ACTIVITY:
From the entries, return every line where the string "linecap" shows up.

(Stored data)
══════════════════════════════

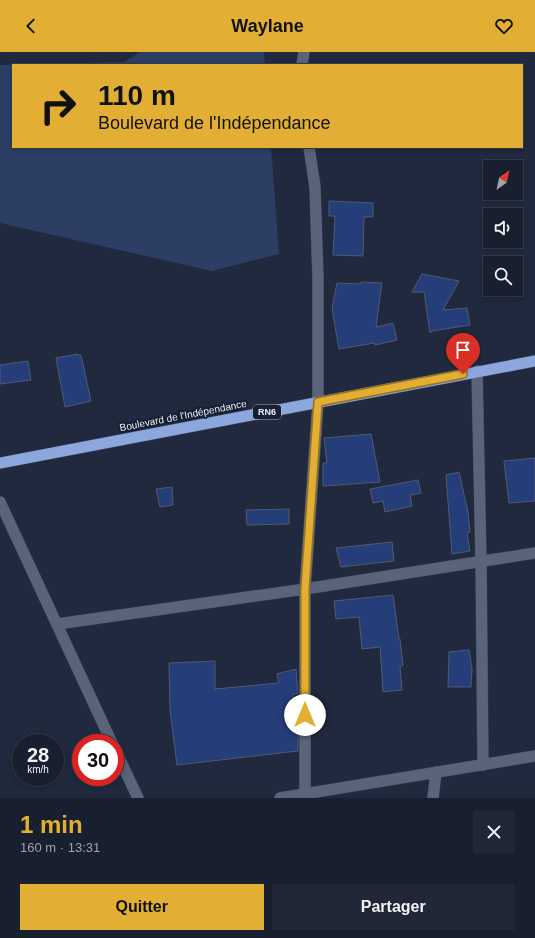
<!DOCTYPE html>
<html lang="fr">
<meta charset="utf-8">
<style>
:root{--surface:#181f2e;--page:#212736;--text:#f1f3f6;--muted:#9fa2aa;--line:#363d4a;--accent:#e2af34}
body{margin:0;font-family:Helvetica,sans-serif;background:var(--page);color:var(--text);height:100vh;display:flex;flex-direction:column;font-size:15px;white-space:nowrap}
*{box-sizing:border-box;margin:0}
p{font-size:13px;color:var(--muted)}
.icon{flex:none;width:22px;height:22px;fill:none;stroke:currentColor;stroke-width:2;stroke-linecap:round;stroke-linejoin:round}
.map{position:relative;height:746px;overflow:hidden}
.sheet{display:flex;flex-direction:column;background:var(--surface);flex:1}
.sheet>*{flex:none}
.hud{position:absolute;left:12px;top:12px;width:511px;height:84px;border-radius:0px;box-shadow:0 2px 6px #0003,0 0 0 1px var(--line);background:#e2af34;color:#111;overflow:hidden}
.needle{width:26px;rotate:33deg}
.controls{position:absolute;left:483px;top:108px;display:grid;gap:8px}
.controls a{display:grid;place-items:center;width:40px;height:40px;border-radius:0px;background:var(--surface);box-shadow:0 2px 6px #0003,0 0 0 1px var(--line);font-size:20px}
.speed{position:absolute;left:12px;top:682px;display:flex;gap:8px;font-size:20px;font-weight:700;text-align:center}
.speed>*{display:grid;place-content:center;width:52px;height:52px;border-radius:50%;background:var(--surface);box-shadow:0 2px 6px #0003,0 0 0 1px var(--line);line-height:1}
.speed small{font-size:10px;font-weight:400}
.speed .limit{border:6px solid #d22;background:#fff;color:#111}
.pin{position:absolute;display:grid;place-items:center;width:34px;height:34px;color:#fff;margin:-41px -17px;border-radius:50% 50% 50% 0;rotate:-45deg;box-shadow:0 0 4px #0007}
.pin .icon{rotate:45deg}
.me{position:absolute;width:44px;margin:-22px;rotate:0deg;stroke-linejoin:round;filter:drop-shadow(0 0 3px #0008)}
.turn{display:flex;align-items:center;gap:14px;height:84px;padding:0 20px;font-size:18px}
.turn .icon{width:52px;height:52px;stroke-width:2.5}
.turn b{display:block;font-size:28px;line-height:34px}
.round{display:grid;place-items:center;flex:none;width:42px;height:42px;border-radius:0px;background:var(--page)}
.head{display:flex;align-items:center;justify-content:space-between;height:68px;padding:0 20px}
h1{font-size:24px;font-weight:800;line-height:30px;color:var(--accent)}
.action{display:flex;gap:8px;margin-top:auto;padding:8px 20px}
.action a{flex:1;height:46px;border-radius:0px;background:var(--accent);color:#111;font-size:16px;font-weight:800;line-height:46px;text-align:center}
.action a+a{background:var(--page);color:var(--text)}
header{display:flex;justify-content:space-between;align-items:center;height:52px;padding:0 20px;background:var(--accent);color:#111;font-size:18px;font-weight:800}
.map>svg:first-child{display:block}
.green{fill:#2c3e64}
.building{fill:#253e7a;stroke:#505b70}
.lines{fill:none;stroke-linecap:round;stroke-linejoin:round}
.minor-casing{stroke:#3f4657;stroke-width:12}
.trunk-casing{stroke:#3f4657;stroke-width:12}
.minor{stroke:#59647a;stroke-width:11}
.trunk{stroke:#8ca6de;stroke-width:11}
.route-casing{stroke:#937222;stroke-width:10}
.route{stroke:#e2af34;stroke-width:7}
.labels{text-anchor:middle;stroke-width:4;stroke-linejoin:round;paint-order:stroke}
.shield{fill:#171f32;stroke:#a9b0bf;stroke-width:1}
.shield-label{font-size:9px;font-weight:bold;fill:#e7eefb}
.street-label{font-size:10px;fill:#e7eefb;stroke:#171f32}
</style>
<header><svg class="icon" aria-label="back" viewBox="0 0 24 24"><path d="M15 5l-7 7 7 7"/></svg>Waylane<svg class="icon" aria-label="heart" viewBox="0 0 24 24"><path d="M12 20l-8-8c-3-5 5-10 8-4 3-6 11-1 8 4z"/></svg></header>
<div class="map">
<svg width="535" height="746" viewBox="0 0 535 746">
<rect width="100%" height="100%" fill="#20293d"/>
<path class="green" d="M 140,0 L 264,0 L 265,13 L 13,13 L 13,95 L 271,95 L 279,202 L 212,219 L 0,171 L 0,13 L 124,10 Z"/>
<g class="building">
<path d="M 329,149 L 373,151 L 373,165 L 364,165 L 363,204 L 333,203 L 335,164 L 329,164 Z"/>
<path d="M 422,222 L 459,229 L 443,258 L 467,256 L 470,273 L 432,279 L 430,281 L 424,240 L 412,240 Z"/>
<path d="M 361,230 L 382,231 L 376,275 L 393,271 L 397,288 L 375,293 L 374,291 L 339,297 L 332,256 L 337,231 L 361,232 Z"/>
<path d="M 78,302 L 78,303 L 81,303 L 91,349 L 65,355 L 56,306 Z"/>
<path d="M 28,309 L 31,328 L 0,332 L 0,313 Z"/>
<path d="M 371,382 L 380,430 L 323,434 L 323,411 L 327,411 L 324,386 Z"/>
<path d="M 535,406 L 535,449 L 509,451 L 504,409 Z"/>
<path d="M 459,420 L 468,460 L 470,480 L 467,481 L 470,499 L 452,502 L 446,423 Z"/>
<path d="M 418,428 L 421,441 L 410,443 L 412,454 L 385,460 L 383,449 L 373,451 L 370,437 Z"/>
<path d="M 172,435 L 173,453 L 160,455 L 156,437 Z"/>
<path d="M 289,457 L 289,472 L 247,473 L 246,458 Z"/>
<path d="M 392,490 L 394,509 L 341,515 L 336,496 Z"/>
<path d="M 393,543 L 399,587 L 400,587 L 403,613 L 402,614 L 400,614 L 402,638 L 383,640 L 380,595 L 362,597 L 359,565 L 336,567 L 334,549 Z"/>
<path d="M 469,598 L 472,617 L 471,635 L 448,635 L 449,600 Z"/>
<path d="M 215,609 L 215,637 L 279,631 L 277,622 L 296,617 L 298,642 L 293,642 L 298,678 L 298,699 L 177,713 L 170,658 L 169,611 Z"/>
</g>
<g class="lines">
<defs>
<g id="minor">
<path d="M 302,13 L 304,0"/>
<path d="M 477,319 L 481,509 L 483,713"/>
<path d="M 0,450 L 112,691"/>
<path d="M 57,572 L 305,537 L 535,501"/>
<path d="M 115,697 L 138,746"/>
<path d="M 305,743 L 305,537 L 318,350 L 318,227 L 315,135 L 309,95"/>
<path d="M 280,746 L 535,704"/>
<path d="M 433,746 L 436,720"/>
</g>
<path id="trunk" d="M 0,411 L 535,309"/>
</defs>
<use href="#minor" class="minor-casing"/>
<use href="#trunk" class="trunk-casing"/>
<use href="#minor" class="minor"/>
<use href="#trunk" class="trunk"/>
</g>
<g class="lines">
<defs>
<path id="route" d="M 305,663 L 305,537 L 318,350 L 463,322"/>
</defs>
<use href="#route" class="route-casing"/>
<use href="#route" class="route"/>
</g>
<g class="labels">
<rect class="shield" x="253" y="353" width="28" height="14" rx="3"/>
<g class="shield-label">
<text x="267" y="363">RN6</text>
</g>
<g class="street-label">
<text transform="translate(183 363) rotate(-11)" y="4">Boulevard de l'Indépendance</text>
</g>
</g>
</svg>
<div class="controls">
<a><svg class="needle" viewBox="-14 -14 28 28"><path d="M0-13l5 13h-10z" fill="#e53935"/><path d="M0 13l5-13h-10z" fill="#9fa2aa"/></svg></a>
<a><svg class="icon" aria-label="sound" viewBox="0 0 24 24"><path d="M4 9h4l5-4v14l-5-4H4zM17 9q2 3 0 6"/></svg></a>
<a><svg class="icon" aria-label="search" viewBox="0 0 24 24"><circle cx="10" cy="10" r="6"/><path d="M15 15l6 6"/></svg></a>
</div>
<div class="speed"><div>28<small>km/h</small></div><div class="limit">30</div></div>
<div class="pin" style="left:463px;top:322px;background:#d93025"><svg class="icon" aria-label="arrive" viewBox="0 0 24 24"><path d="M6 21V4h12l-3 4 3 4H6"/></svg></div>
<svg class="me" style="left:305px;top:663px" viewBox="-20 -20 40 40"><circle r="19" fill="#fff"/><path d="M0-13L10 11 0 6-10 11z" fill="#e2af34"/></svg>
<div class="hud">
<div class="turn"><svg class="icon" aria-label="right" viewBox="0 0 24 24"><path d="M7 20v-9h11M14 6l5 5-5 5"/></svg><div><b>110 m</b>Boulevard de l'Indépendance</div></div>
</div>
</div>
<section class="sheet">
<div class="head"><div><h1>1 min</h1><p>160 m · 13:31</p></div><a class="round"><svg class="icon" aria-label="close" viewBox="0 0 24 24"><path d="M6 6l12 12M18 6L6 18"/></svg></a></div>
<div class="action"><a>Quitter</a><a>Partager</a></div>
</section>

══════════════════════════════

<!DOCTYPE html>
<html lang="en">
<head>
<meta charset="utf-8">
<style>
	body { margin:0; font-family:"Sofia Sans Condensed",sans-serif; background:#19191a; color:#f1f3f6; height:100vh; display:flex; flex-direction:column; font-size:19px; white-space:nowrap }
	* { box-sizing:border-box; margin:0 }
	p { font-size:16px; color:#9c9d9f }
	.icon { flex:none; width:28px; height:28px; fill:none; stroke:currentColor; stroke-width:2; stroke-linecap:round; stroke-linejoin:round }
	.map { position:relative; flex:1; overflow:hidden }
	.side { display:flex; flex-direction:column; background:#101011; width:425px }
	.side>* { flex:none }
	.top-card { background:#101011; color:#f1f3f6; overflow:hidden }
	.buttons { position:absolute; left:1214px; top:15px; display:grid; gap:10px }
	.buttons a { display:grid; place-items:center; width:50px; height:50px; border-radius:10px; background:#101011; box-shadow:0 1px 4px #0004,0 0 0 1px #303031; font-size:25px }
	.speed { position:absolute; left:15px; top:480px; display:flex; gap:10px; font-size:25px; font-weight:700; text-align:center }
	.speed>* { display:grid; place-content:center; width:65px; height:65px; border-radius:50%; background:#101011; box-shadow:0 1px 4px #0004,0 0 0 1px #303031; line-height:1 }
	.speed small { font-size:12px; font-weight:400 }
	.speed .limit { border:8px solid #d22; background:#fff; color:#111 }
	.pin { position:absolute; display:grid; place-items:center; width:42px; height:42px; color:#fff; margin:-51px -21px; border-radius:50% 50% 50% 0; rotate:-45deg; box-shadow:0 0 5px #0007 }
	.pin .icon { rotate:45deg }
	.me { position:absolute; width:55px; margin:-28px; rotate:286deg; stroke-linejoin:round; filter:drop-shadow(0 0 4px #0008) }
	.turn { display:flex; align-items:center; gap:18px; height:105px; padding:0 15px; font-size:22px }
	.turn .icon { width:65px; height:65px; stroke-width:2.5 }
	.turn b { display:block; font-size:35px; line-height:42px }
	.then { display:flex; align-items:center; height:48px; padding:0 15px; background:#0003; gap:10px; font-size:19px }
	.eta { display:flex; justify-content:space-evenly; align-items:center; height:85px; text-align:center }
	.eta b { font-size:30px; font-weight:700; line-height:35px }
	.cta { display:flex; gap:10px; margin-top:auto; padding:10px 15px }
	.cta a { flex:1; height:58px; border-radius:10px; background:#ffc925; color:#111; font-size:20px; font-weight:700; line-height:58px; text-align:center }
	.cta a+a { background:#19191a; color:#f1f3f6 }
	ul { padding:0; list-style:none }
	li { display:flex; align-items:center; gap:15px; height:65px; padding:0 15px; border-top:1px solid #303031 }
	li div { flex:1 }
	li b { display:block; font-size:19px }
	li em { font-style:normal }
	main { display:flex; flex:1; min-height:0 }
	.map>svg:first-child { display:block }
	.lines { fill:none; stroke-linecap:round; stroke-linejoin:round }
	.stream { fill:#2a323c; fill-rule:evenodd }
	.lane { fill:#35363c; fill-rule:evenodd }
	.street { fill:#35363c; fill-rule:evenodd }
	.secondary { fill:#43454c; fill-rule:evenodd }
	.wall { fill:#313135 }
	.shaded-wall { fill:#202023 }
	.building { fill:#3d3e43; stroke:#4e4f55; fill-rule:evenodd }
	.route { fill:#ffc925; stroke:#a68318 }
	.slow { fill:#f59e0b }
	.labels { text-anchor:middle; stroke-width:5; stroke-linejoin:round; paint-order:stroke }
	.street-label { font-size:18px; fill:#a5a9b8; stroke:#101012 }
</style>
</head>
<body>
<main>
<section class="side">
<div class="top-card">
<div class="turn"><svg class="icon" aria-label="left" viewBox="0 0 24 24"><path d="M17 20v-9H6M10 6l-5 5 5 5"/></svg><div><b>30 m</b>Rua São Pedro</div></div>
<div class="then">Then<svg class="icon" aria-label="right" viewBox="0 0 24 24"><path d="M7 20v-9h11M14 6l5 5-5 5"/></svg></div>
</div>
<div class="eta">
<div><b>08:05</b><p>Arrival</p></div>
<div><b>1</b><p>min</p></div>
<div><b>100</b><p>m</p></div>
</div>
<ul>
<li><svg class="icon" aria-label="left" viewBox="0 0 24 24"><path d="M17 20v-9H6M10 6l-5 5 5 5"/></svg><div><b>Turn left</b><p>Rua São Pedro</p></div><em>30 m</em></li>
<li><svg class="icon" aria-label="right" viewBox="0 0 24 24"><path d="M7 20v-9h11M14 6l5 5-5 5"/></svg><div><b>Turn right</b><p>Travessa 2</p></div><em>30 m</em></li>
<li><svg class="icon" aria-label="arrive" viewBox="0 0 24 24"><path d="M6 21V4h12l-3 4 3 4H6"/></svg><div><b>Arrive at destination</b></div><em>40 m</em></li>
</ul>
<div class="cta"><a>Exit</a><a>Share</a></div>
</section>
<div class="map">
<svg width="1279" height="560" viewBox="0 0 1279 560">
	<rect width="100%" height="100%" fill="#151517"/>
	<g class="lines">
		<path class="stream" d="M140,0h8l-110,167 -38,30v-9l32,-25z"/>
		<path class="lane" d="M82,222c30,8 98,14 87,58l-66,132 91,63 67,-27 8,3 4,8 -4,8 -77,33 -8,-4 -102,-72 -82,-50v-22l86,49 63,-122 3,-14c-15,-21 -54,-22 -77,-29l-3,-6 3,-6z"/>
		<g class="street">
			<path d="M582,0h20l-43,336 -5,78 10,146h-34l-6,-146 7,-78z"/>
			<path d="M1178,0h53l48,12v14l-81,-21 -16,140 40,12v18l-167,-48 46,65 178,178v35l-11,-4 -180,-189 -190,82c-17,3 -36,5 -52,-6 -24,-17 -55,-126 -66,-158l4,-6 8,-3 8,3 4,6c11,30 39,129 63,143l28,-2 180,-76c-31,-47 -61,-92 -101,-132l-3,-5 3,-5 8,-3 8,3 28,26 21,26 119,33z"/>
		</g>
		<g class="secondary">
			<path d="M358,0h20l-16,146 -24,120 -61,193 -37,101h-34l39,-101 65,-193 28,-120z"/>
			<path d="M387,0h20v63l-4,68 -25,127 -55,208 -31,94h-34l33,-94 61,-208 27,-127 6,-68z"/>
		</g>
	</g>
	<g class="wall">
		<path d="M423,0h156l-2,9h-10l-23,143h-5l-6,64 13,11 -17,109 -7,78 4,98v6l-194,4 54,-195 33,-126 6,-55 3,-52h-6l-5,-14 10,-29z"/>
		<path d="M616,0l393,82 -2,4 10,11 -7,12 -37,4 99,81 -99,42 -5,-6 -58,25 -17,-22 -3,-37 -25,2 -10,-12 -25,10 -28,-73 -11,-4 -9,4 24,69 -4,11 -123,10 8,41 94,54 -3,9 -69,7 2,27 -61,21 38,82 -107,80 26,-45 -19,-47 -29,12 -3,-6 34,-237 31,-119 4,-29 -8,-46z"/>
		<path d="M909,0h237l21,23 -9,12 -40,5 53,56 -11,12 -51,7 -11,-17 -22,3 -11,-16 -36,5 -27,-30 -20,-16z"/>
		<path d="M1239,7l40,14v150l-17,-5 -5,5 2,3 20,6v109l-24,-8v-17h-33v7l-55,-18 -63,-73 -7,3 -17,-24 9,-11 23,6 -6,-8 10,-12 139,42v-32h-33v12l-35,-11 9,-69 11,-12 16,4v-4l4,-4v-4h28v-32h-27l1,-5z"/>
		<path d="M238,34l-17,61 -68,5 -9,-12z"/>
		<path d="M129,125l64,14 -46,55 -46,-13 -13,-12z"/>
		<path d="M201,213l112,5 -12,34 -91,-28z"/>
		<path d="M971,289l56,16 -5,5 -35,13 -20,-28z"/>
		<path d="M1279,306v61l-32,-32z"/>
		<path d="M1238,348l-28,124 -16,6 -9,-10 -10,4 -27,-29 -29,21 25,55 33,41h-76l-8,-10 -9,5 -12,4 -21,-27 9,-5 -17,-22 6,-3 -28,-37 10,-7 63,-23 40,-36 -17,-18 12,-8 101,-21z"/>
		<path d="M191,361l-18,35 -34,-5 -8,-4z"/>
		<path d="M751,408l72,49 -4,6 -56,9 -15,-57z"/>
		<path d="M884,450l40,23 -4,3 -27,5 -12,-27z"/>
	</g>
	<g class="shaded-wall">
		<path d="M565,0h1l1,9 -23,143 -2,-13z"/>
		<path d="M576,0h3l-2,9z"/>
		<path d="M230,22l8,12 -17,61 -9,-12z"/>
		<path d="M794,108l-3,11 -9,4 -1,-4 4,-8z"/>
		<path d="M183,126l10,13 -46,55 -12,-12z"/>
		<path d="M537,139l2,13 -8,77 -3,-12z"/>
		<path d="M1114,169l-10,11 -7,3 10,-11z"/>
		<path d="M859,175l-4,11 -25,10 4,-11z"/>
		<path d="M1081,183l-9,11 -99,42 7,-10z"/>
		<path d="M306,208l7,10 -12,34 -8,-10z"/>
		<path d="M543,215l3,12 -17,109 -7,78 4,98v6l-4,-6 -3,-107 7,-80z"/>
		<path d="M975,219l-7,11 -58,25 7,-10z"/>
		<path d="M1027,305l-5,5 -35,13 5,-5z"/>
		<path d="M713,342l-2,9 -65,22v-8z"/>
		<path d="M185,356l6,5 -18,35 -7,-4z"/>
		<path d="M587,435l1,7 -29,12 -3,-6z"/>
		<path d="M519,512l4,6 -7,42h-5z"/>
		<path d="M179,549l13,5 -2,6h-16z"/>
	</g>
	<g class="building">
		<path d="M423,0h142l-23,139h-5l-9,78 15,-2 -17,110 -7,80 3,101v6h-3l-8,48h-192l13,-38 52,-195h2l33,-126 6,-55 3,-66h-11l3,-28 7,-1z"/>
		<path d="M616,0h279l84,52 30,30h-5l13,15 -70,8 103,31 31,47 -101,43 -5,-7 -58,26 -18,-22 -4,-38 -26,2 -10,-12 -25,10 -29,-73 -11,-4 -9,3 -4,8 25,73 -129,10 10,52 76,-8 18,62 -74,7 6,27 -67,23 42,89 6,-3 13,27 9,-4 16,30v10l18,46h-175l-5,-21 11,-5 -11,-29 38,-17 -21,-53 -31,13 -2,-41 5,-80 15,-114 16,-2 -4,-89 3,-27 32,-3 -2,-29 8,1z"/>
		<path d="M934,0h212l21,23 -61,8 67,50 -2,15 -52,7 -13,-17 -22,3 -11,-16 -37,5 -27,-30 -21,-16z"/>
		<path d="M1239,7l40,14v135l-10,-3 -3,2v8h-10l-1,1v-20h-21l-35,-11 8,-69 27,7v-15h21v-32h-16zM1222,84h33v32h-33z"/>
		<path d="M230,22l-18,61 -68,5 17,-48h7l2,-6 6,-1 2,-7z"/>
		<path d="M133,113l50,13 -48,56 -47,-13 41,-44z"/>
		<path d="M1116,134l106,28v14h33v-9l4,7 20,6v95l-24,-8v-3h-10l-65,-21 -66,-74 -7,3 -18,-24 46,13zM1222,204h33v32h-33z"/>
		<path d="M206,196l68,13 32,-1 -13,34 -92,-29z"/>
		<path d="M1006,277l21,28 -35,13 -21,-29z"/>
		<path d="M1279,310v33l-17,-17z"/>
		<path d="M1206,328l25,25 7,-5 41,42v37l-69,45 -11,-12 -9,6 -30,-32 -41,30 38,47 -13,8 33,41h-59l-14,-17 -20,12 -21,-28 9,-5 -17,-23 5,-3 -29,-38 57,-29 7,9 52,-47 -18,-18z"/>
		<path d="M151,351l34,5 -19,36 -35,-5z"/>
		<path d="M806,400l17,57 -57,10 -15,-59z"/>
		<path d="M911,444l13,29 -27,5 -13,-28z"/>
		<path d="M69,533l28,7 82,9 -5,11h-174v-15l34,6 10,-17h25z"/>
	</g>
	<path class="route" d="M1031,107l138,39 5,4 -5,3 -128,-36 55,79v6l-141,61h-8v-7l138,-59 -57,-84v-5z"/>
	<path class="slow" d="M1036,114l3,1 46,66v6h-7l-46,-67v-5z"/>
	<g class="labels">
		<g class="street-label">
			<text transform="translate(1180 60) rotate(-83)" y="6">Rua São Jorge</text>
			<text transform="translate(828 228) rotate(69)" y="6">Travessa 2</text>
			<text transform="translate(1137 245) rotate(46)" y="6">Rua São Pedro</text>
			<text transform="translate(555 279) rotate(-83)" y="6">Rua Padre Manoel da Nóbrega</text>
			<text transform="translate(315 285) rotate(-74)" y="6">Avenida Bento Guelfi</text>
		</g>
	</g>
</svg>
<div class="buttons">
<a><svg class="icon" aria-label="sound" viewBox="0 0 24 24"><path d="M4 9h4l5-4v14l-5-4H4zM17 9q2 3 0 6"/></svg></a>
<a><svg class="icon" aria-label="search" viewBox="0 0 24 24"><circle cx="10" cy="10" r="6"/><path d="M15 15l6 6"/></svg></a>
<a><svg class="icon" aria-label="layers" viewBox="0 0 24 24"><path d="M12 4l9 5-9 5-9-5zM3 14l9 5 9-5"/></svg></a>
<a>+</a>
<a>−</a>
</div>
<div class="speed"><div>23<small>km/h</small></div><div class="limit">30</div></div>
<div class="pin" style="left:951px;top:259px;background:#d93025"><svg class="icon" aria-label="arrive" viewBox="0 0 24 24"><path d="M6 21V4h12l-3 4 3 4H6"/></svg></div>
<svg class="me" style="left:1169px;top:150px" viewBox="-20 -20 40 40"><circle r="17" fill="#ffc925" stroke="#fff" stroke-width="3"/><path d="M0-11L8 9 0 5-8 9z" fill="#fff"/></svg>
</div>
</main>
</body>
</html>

══════════════════════════════

ANSWER SECTION:
.icon{flex:none;width:22px;height:22px;fill:none;stroke:currentColor;stroke-width:2;stroke-linecap:round;stroke-linejoin:round}
.lines{fill:none;stroke-linecap:round;stroke-linejoin:round}
	.icon { flex:none; width:28px; height:28px; fill:none; stroke:currentColor; stroke-width:2; stroke-linecap:round; stroke-linejoin:round }
	.lines { fill:none; stroke-linecap:round; stroke-linejoin:round }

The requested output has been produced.